The progressives worked for you? I tried a pair of progressives from SportRx. The optics were terrible - distortion and the reading portion was too small and not strong enough. I thought maybe that's just the nature of the beast with wrap arounds. I returned them.

Maybe I'll try Zenni.


----------



## Hobine (Jun 16, 2004)

Lombard said:


> The progressives worked for you? I tried a pair of progressives from SportRx. The optics were terrible - distortion and the reading portion was too small and not strong enough. I thought maybe that's just the nature of the beast with wrap arounds. I returned them.
> 
> Maybe I'll try Zenni.


My wrap around sport glasses from Zenni are single vision. The progressives are my daily glasses.


----------



## Oh My Sack! (Aug 21, 2006)

Lombard said:


> The progressives worked for you? I tried a pair of progressives from SportRx. The optics were terrible - distortion and the reading portion was too small and not strong enough. I thought maybe that's just the nature of the beast with wrap arounds. I returned them.
> 
> Maybe I'll try Zenni.


This was the reason there was no way I'd roll with SportRX or really ANY mail order seller. Proper fitting is the absolute most important aspect of Rx glasses and unless you are face-to-face with a GOOD optician that takes the appropriate time and makes the effort to fit you, it's a shot in the dark and a waste, IMO. Honestly,my BEST and most thorough fittings have come from Costco. Costco doesn't let there opticians make mistakes. Unfortunately, they don't fit Oakley Rx. When I went to my Eye Doc's big, fancy firm where I get great eyecare, I was appalled at how lazily my fitting for Oakley's were done. I was very suspect upon completion and sure enough, when they came in a couple weeks later, I couldn't wear them out the door without nearly killing myself by tripping. Optician says "just give it a day or 2...you'll adjust" NOT! Total BS. I talked with the Optician Dept Mgr and they had me back in and their total pro sat down with me and spent a bunch of time really fine tuning the bifocal portion needs as well as the progressive aspect. The more curvature in a lens, the harder it is to make it work. Sometimes to the point that Rx can't be reasonably done. My remakes came back immensely better, still a bit tight on the areas of correction but pretty much maxxed out with what they could do with a curved Flak Jacket lens. BT, I'm a 2.50 on the bifocal and only a +.75 on the progressive to correct to 20/20 or better so I don't have some crazy correction factor.

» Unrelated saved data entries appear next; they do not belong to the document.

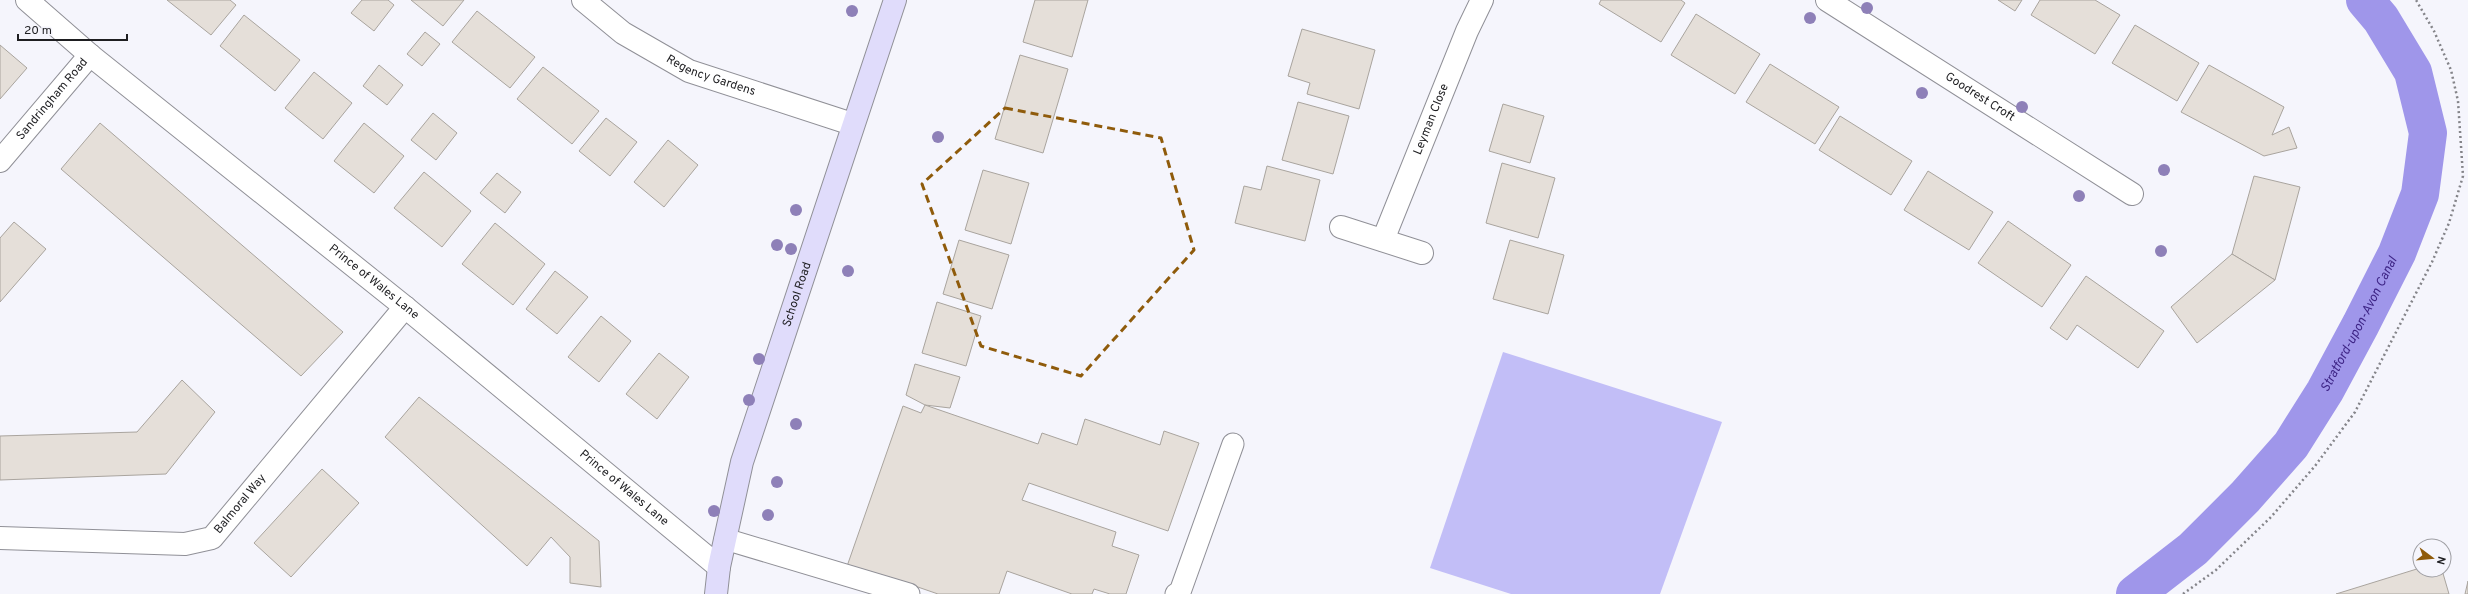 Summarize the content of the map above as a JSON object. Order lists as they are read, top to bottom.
{
  "streets": {
    "street": [
      "Regency Gardens",
      "Goodrest Croft",
      "Sandringham Road",
      "Leyman Close",
      "Prince of Wales Lane",
      "School Road",
      "Balmoral Way"
    ]
  },
  "crossings": [
    ["Regency Gardens", "School Road"],
    ["Sandringham Road", "Prince of Wales Lane"],
    ["Prince of Wales Lane", "School Road"],
    ["Prince of Wales Lane", "Balmoral Way"]
  ],
  "water": ["Stratford-upon-Avon Canal"],
  "scale_bar": "20 m",
  "north": "right"
} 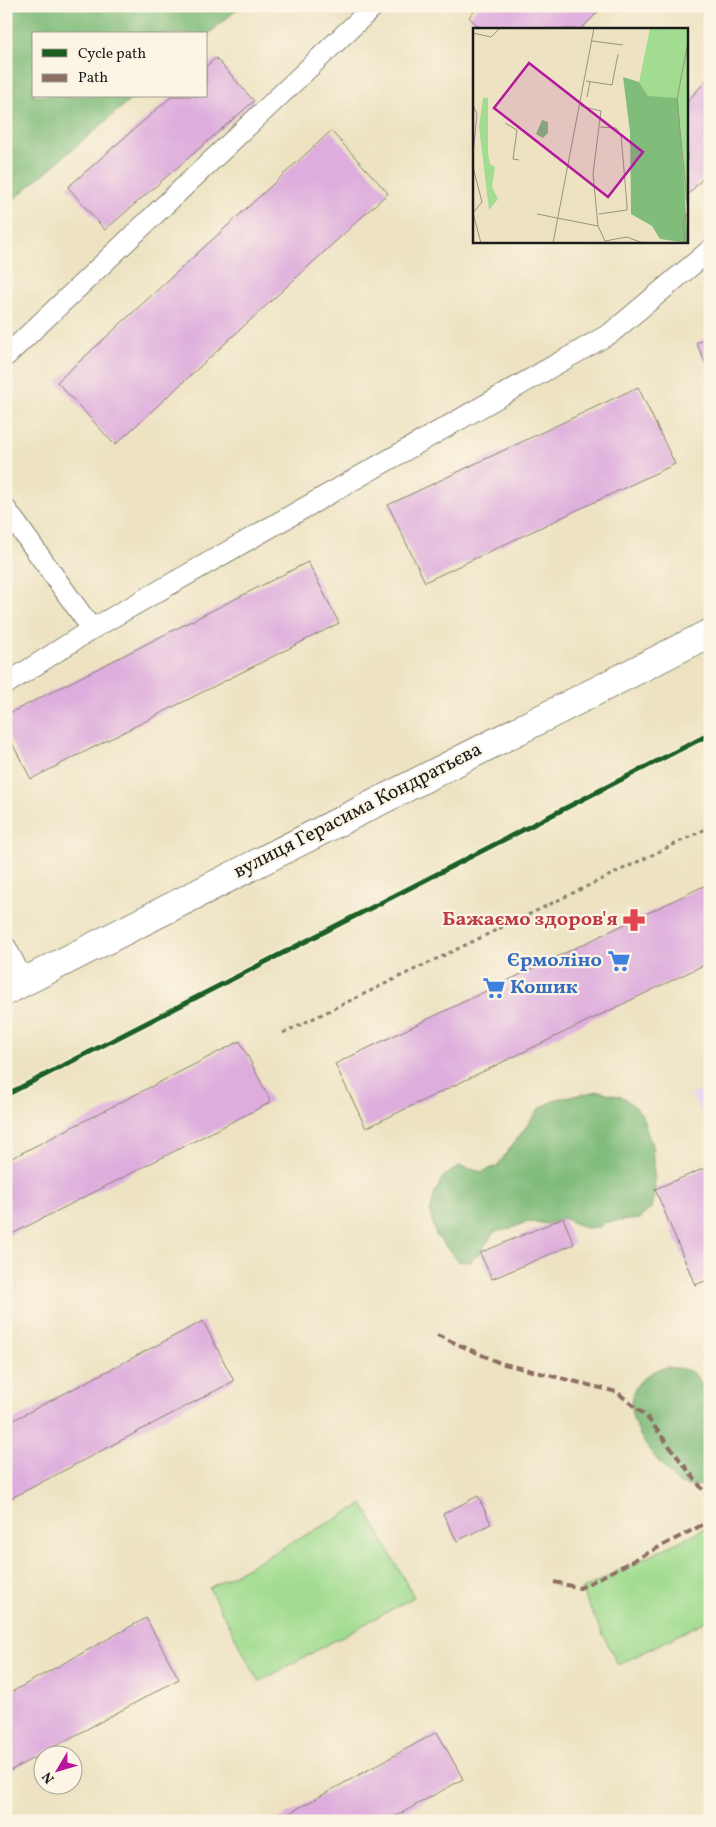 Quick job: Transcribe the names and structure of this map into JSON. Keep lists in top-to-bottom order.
{
  "streets": {
    "main road": ["вулиця Герасима Кондратьєва"]
  },
  "places": {
    "pharmacy": ["Бажаємо здоров'я"],
    "supermarket": ["Єрмоліно", "Кошик"]
  },
  "legend": ["Cycle path", "Path"],
  "north": "bottom left"
} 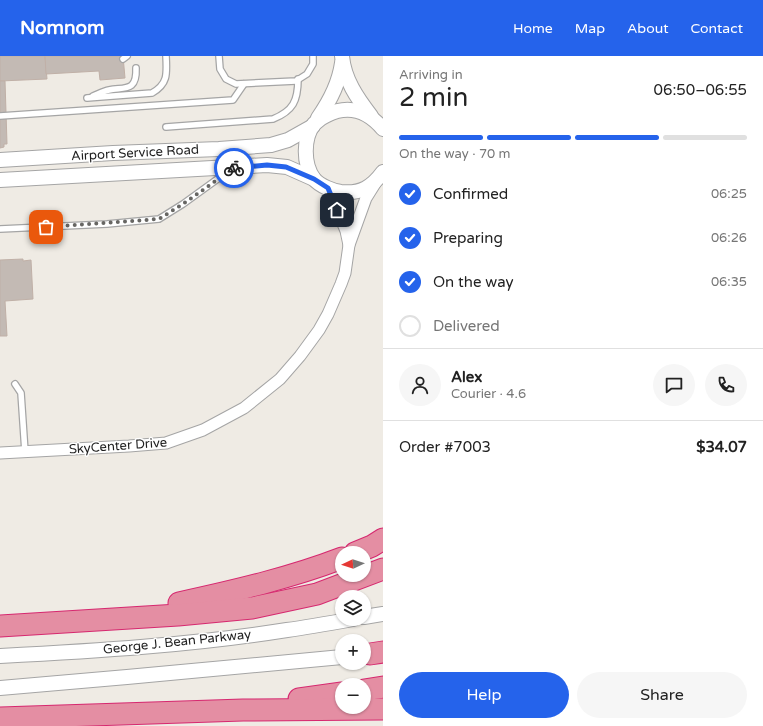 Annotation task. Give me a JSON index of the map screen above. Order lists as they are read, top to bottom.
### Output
{
  "streets": {
    "street": ["Airport Service Road", "SkyCenter Drive", "George J. Bean Parkway"]
  },
  "crossings": [
    ["Airport Service Road", "SkyCenter Drive"]
  ],
  "north": "left",
  "page": {
    "header": "Nomnom",
    "nav": [
      "Home",
      "Map",
      "About",
      "Contact"
    ],
    "heading": ["2 min", "Arriving in", "06:50–06:55"],
    "panel": [
      "Alex",
      "Courier · 4.6",
      "Order #7003",
      "$34.07"
    ],
    "bar": "On the way · 70 m",
    "list": [
      ["Confirmed", "06:25"],
      ["Preparing", "06:26"],
      ["On the way", "06:35"],
      "Delivered"
    ],
    "map_buttons": ["+", "−"],
    "buttons": ["Help", "Share"]
  }
} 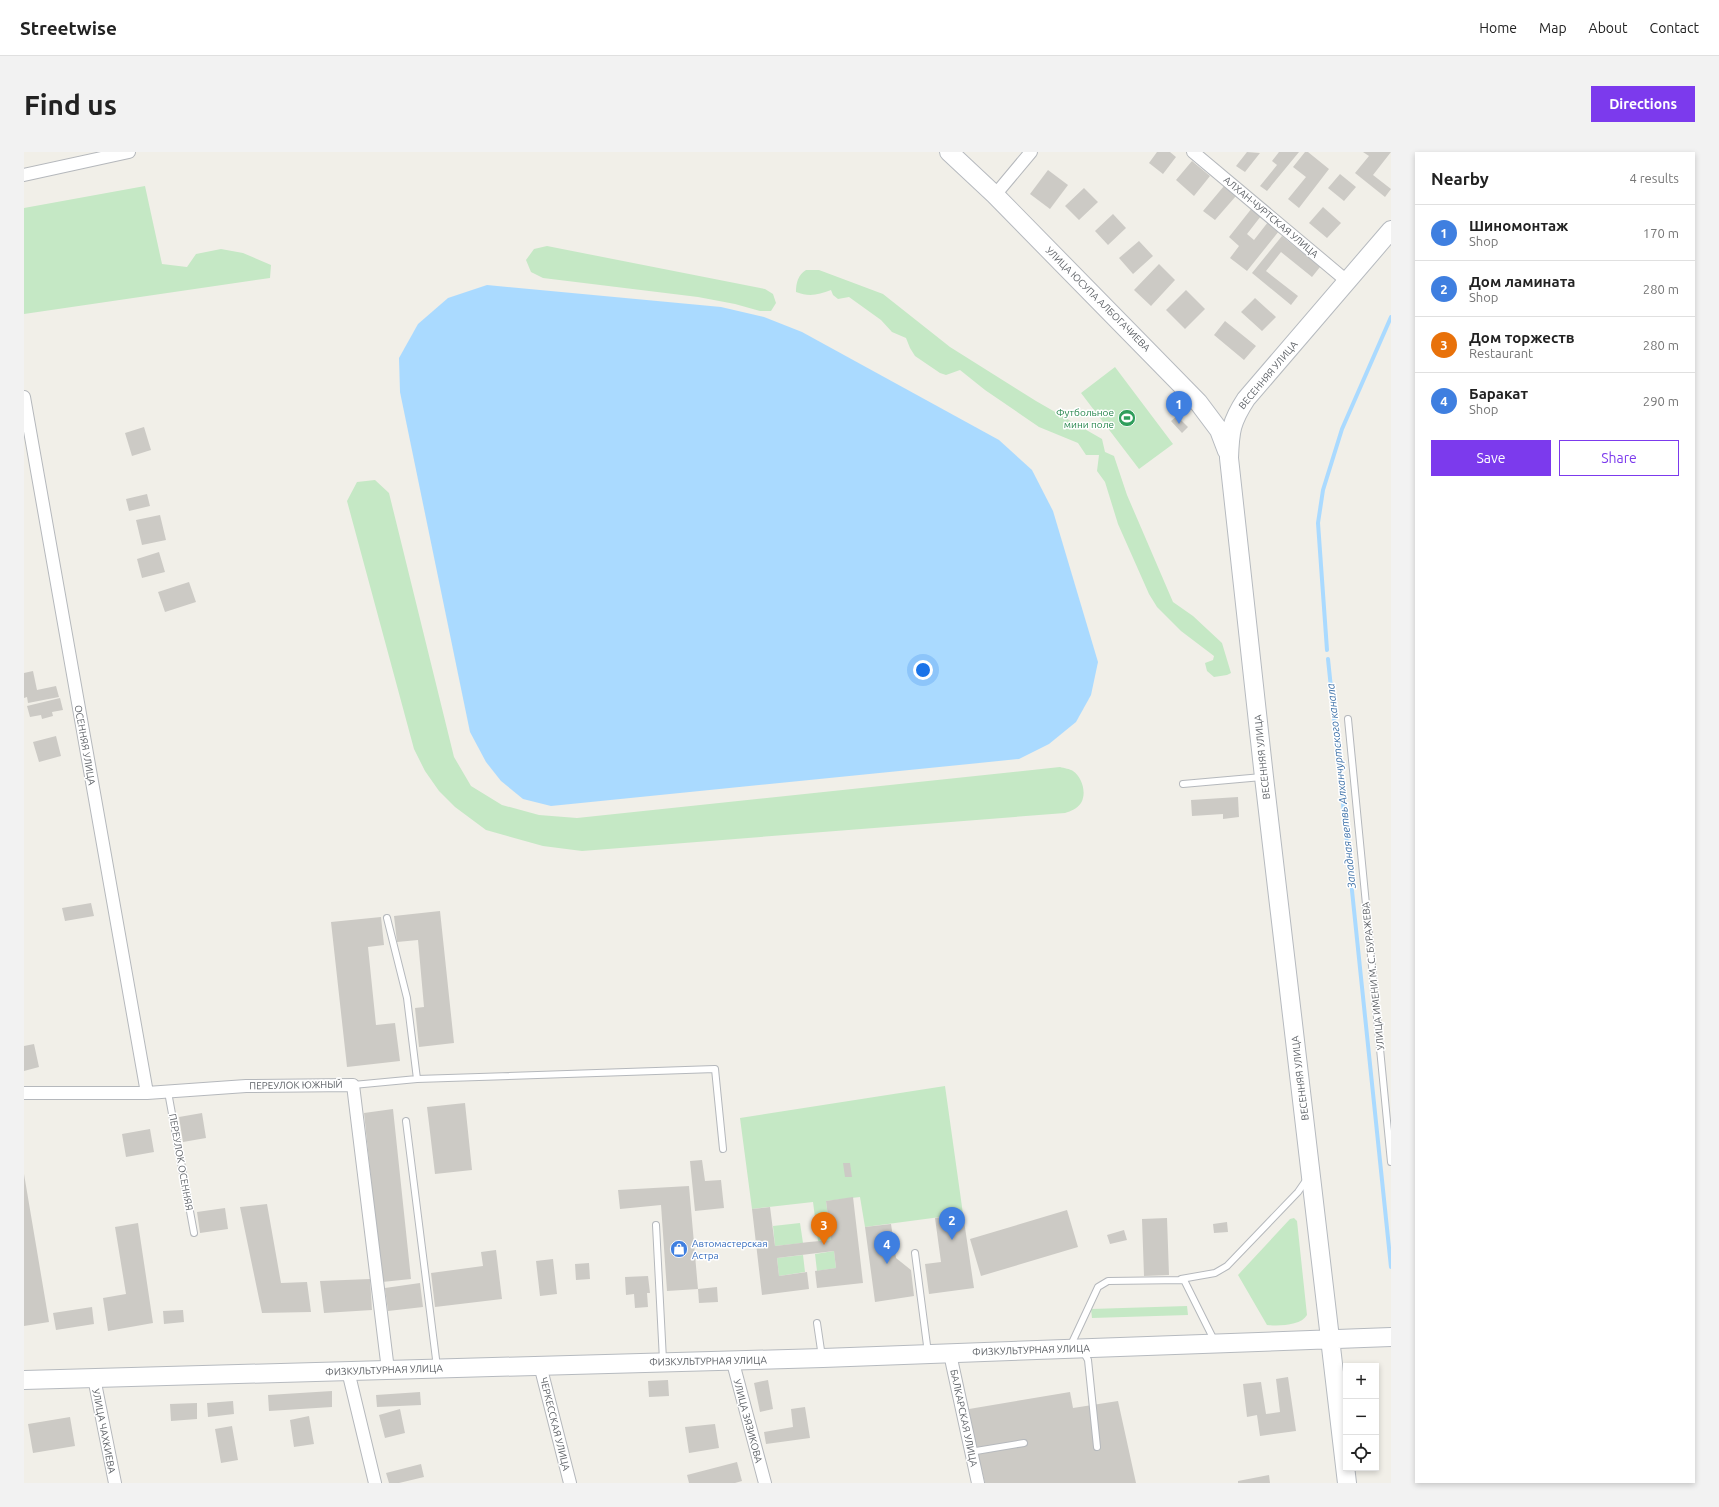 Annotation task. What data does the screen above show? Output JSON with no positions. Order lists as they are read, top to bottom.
{
  "streets": {
    "street": [
      "АЛХАН-ЧУРТСКАЯ УЛИЦА",
      "УЛИЦА ЮСУПА АЛБОГАЧИЕВА",
      "ВЕСЕННЯЯ УЛИЦА",
      "ОСЕННЯЯ УЛИЦА",
      "ПЕРЕУЛОК ЮЖНЫЙ",
      "ФИЗКУЛЬТУРНАЯ УЛИЦА",
      "БАЛКАРСКАЯ УЛИЦА",
      "УЛИЦА ЗЯЗИКОВА",
      "ЧЕРКЕССКАЯ УЛИЦА",
      "УЛИЦА ЧАХКИЕВА"
    ],
    "lane": ["УЛИЦА ИМЕНИ М. С. БУРАЖЕВА", "ПЕРЕУЛОК ОСЕННЯЯ"]
  },
  "crossings": [
    ["АЛХАН-ЧУРТСКАЯ УЛИЦА", "ВЕСЕННЯЯ УЛИЦА"],
    ["УЛИЦА ЮСУПА АЛБОГАЧИЕВА", "ВЕСЕННЯЯ УЛИЦА"],
    ["ВЕСЕННЯЯ УЛИЦА", "ФИЗКУЛЬТУРНАЯ УЛИЦА"],
    ["ОСЕННЯЯ УЛИЦА", "ПЕРЕУЛОК ЮЖНЫЙ"],
    ["ПЕРЕУЛОК ЮЖНЫЙ", "ПЕРЕУЛОК ОСЕННЯЯ"],
    ["ПЕРЕУЛОК ЮЖНЫЙ", "ФИЗКУЛЬТУРНАЯ УЛИЦА"],
    ["ФИЗКУЛЬТУРНАЯ УЛИЦА", "БАЛКАРСКАЯ УЛИЦА"],
    ["ФИЗКУЛЬТУРНАЯ УЛИЦА", "УЛИЦА ЗЯЗИКОВА"],
    ["ФИЗКУЛЬТУРНАЯ УЛИЦА", "ЧЕРКЕССКАЯ УЛИЦА"],
    ["ФИЗКУЛЬТУРНАЯ УЛИЦА", "УЛИЦА ЧАХКИЕВА"]
  ],
  "water": ["Западная ветвь Алханчуртского канала"],
  "places": {
    "sports": ["Футбольное мини поле"],
    "shop": ["Автомастерская Астра"]
  },
  "page": {
    "header": "Streetwise",
    "nav": [
      "Home",
      "Map",
      "About",
      "Contact"
    ],
    "buttons": [
      "Directions",
      ["Save", "Share"]
    ],
    "title": "Find us",
    "heading": ["Nearby", "4 results"],
    "list": [
      {
        "mark": "1",
        "name": "Шиномонтаж",
        "note": "Shop",
        "value": "170 m"
      },
      {
        "mark": "2",
        "name": "Дом ламината",
        "note": "Shop",
        "value": "280 m"
      },
      {
        "mark": "3",
        "name": "Дом торжеств",
        "note": "Restaurant",
        "value": "280 m"
      },
      {
        "mark": "4",
        "name": "Баракат",
        "note": "Shop",
        "value": "290 m"
      }
    ],
    "pins": [
      "1",
      "2",
      "3",
      "4"
    ],
    "map_buttons": ["+", "−"]
  }
}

I'm due again and now looking for maybe an Oakley frame but this time it will be a bit flatter lens to assure success. Barring that, it will be some other brand.


----------



## Lombard (Dec 7, 2017)

Oh My Sack! said:


> This was the reason there was no way I'd roll with SportRX or really ANY mail order seller. Proper fitting is the absolute most important aspect of Rx glasses and unless you are face-to-face with a GOOD optician that takes the appropriate time and makes the effort to fit you, it's a shot in the dark and a waste, IMO. Honestly,my BEST and most thorough fittings have come from Costco. Costco doesn't let there opticians make mistakes. Unfortunately, they don't fit Oakley Rx. When I went to my Eye Doc's big, fancy firm where I get great eyecare, I was appalled at how lazily my fitting for Oakley's were done. I was very suspect upon completion and sure enough, when they came in a couple weeks later, I couldn't wear them out the door without nearly killing myself by tripping. Optician says "just give it a day or 2...you'll adjust" NOT! Total BS. I talked with the Optician Dept Mgr and they had me back in and their total pro sat down with me and spent a bunch of time really fine tuning the bifocal portion needs as well as the progressive aspect. The more curvature in a lens, the harder it is to make it work. Sometimes to the point that Rx can't be reasonably done. My remakes came back immensely better, still a bit tight on the areas of correction but pretty much maxxed out with what they could do with a curved Flak Jacket lens. BT, I'm a 2.50 on the bifocal and only a +.75 on the progressive to correct to 20/20 or better so I don't have some crazy correction factor.
> 
> I'm due again and now looking for maybe an Oakley frame but this time it will be a bit flatter lens to assure success. Barring that, it will be some other brand.


Thanks for the feedback, Oh-My! I let my Costco membership lapse as the store near me closed. Maybe I should try them.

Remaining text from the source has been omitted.